The Ted Cruz Birther Movement is slow to die. Heck, it might never wither away!
Constitutional crybabies keep insisting that because the Republican U.S. senator from Texas — and GOP candidate for president — was born in Canada that he isn’t eligible to seek the presidency, let alone hold the office if elected.
Plaintiffs in several states have sought to block Cruz’s candidacy on specious grounds that the senator is a foreigner.
These challenges are doomed. They won’t get to first base, I believe, with the U.S. Supreme Court.
A lower court judge put it well. A natural-born citizen “includes any person who is a United States citizen from birth,” wrote Pennsylvania Commonwealth Judge Dan Pellegrini.
Young Rafael Edward Cruz came into this world as a U.S. citizens because his mother is an American.

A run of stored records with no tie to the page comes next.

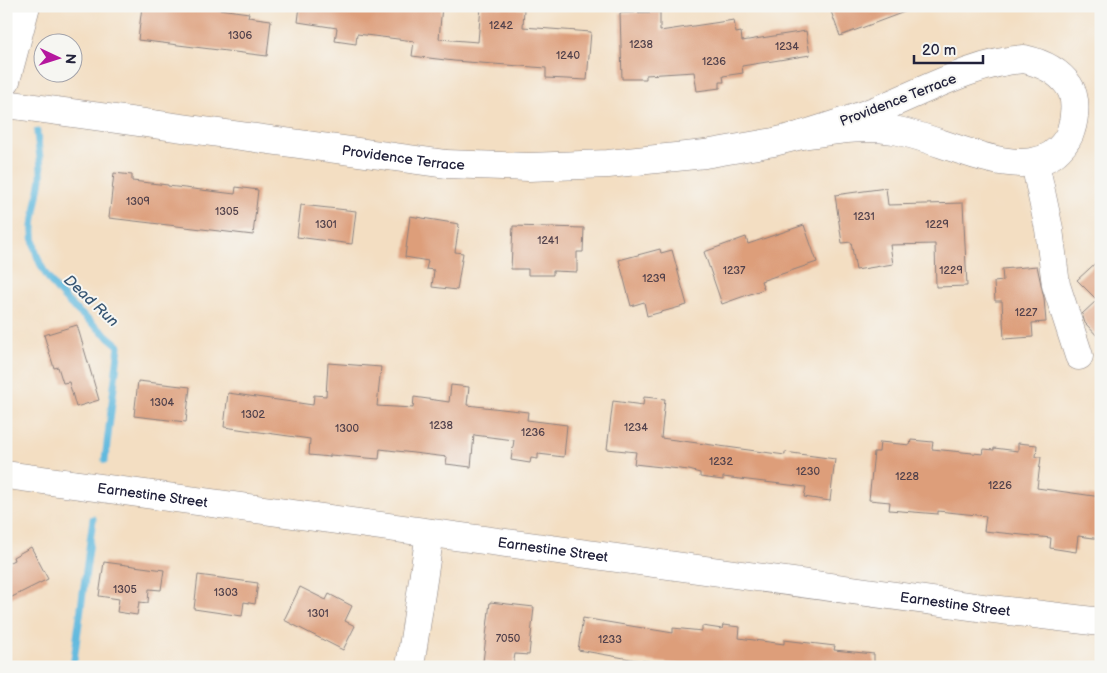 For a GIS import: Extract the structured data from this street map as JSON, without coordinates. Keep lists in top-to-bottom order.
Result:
{
  "streets": {
    "street": ["Providence Terrace", "Earnestine Street"]
  },
  "water": ["Dead Run"],
  "house_numbers": [
    "1242",
    "1306",
    "1238",
    "1234",
    "1240",
    "1236",
    "1309",
    "1305",
    "1231",
    "1301",
    "1229",
    "1241",
    "1237",
    "1229",
    "1239",
    "1227",
    "1304",
    "1302",
    "1238",
    "1234",
    "1300",
    "1236",
    "1232",
    "1230",
    "1228",
    "1226",
    "1305",
    "1303",
    "1301",
    "7050",
    "1233"
  ],
  "scale_bar": "20 m",
  "north": "right"
} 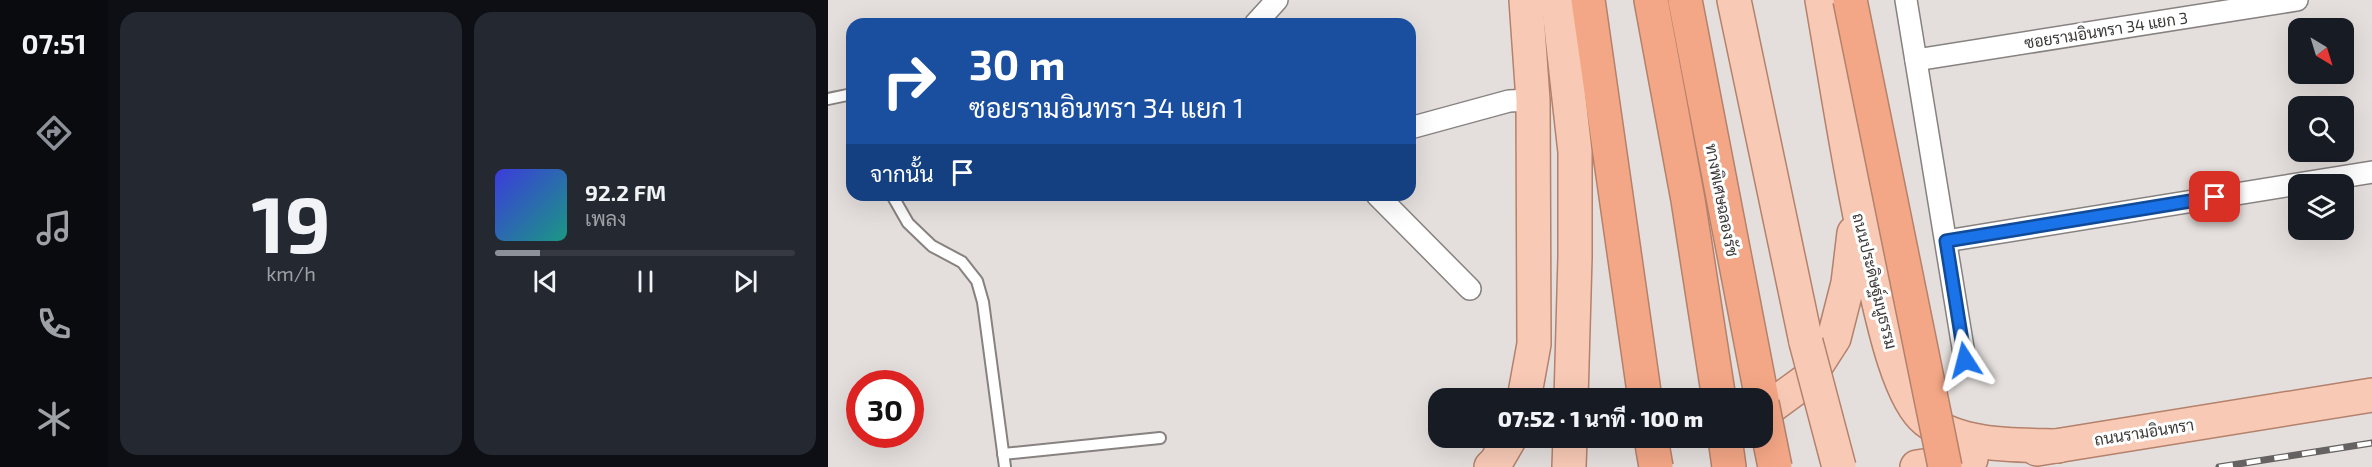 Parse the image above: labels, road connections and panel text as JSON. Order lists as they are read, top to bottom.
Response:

Therefore, no matter where on Earth baby Ted was born he became eligible to run for the presidency.
The U.S. Constitution doesn’t define “natural-born citizen.” It doesn’t specify that a president must have been born on sovereign U.S. territory. All it specifies is citizenship — and federal law, by golly, is pretty damn clear on that point.
Still, this birtherism regarding Cruz’s eligibility is nearly as funny as the cockamamie notion that dogged President Barack Obama right up until the moment he won re-election to a second — and final — term in November 2012.